In the horizontal tube part 23, an insert hole 24 into which the pin shaped horizontal part 18 of the inner conductor terminal 13 is inserted is opened and formed in a longitudinal direction and its rear side communicates with the accommodating chamber 22. When the horizontal part 18 of the inner conductor terminal 13 is inserted into the insert hole 24, the horizontal part is pressed in by the engaging protrusion 20 formed to be bulged in the base end side whose diameter is slightly larger than that of the end side. Thus, the inner conductor terminal 13 is held by the insulator part 15.

The outer conductor terminal 14 is formed in a cylindrical shape by drawing an electrically conductive plate material and then bending the plate material by a press, so that the insulator part 15 can be accommodated in an inner accommodating chamber 25. A front end part is a fitting part 26 fitted to an outer conductor terminal of the mate side shield connector.

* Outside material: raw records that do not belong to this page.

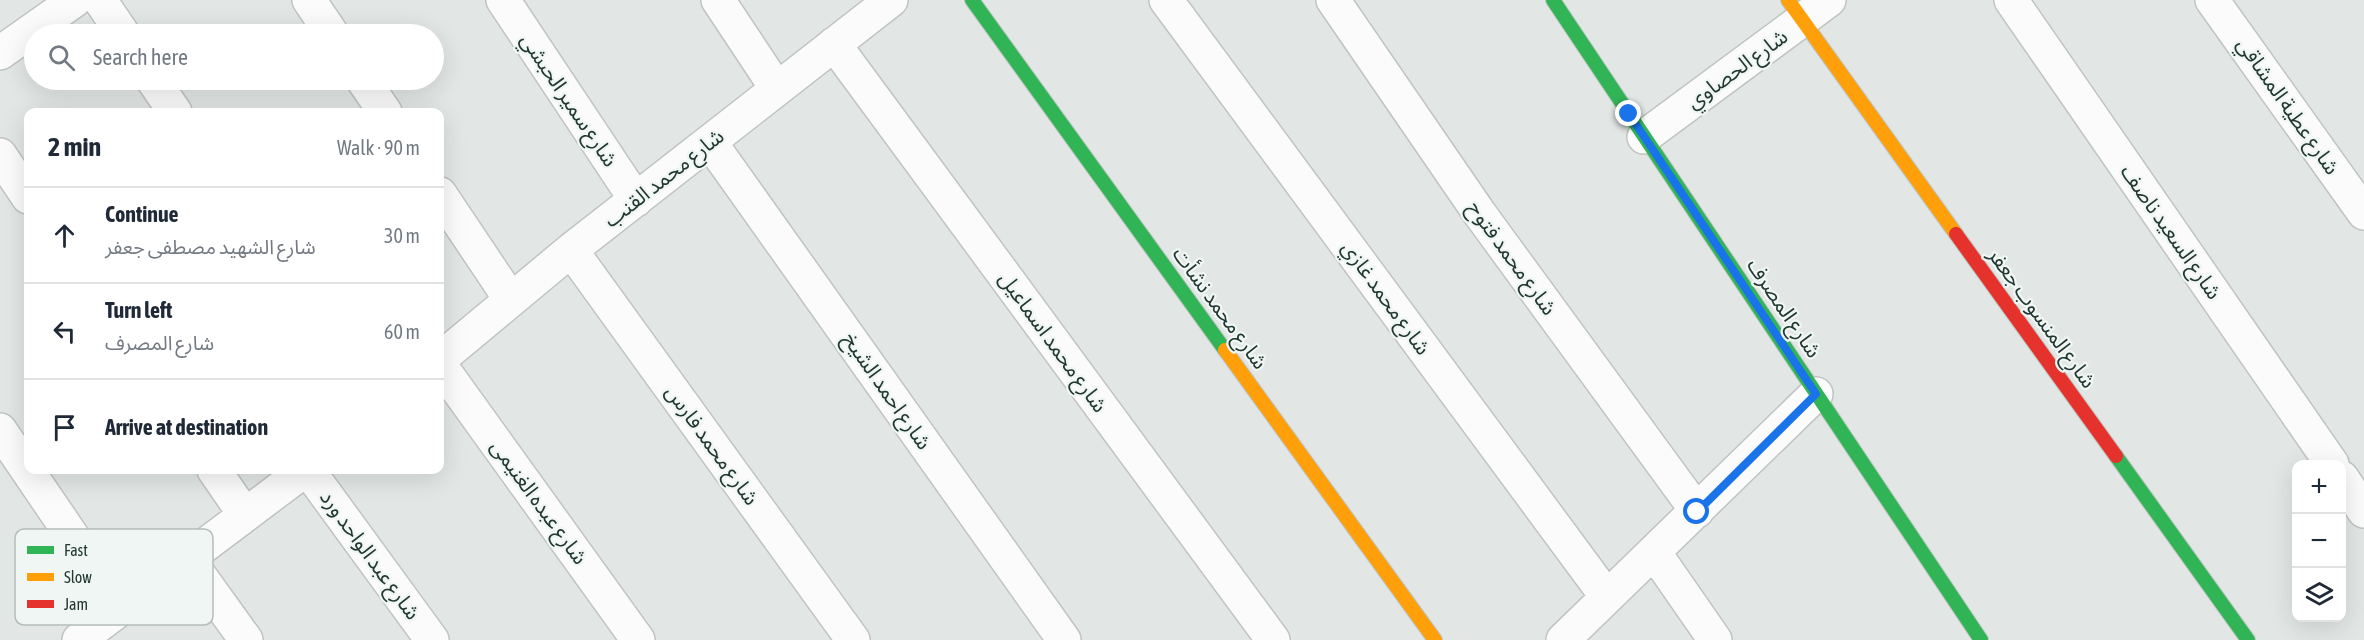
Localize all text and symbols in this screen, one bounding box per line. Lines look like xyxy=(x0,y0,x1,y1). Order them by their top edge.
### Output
search box xyxy=(24,24,444,90)
street label: شارع الحصاوي xyxy=(1681,24,1794,117)
street label: شارع سمير الحبشي xyxy=(512,28,623,173)
street label: شارع عطية المشاقي xyxy=(2229,32,2345,181)
icon: search xyxy=(45,41,78,74)
text: Search here xyxy=(93,44,188,70)
route end xyxy=(1615,100,1641,126)
street label: شارع محمد القنب xyxy=(599,123,731,235)
text: 2 min xyxy=(48,132,101,162)
text: Walk · 90 m xyxy=(337,136,420,159)
street label: شارع السعيد ناصف xyxy=(2113,160,2227,306)
street label: شارع محمد فتوح xyxy=(1460,196,1562,321)
text: Continue xyxy=(105,201,179,227)
icon: ahead xyxy=(48,219,81,252)
text: 30 m xyxy=(384,224,420,247)
text: شارع الشهيد مصطفى جعفر xyxy=(105,235,316,258)
street label: شارع محمد غازي xyxy=(1334,236,1436,362)
street label: شارع محمد نشأت xyxy=(1165,242,1273,375)
street label: شارع المنسوب جعفر xyxy=(1980,242,2102,394)
street label: شارع المصرف xyxy=(1740,253,1827,364)
street label: شارع محمد اسماعيل xyxy=(992,266,1113,419)
text: Turn left xyxy=(105,297,172,323)
icon: left xyxy=(48,315,81,348)
text: 60 m xyxy=(384,320,420,343)
street label: شارع احمد الشيخ xyxy=(835,327,937,456)
text: شارع المصرف xyxy=(105,331,214,354)
street label: شارع محمد فارس xyxy=(658,380,764,511)
icon: arrive xyxy=(48,411,81,444)
text: Arrive at destination xyxy=(105,414,268,440)
street label: شارع عبده الغنيمى xyxy=(483,434,593,571)
map controls xyxy=(2292,460,2346,622)
button: + xyxy=(2292,460,2346,514)
street label: شارع عبد الواحد ورد xyxy=(313,485,426,626)
route start xyxy=(1683,498,1709,524)
button: − xyxy=(2292,514,2346,568)
legend xyxy=(15,529,213,625)
text: Fast xyxy=(64,541,88,559)
text: Slow xyxy=(64,568,92,586)
button: layers xyxy=(2292,568,2346,622)
text: Jam xyxy=(64,595,88,613)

The end of the horizontal part 18 of the inner conductor terminal 13 inserted into the insert hole 24 of the insulator part 15 accommodated in the accommodating chamber 25 protrudes from the insulator part 15 and is arranged in the fitting part 26.

On an upper surface of a central part of the outer conductor terminal 14, an engaging piece 27 protrudes upward so as to be bent and deformed. In a rear edge of the upper surface of the outer conductor terminal 14, a bent piece 29 of such a size as to cover a rear opening part 28 is extended and formed. The bent piece 29 is bent downward to cover the insulator part 15 accommodated in the accommodating chamber 25 of the outer conductor terminal 14 from a rear part and close the rear opening part 28. Thus, a shielding performance of the connector 11 for the circuit board can be prevented from being deteriorated.

In a lower end of the rear part of the outer conductor terminal 14, one pair of right and left connecting tabs 30 and 30 protrude downward at positions shifting in the longitudinal direction, are inserted into through holes of the printed circuit board and electrically connected to the ground pattern.

The connector housing 17 is integrally formed with an insulating resin and accommodates and fixes the connector terminal 16 in which the inner conductor terminal 13 is held in the insulator part 15 and the insulator part 15 is accommodated in the outer conductor terminal 14.

In a rear part of the connector housing 17, a terminal accommodating chamber 31 opened in the longitudinal direction is formed to pass through so that the outer conductor terminal 14 may be inserted from a rear opening surface 32. On a ceiling surface of the terminal accommodating chamber 31, an engaging protrusion 33 is formed with which the engaging piece 27 of the outer conductor terminal 14 is engaged to prevent the outer conductor terminal 14 from slipping out.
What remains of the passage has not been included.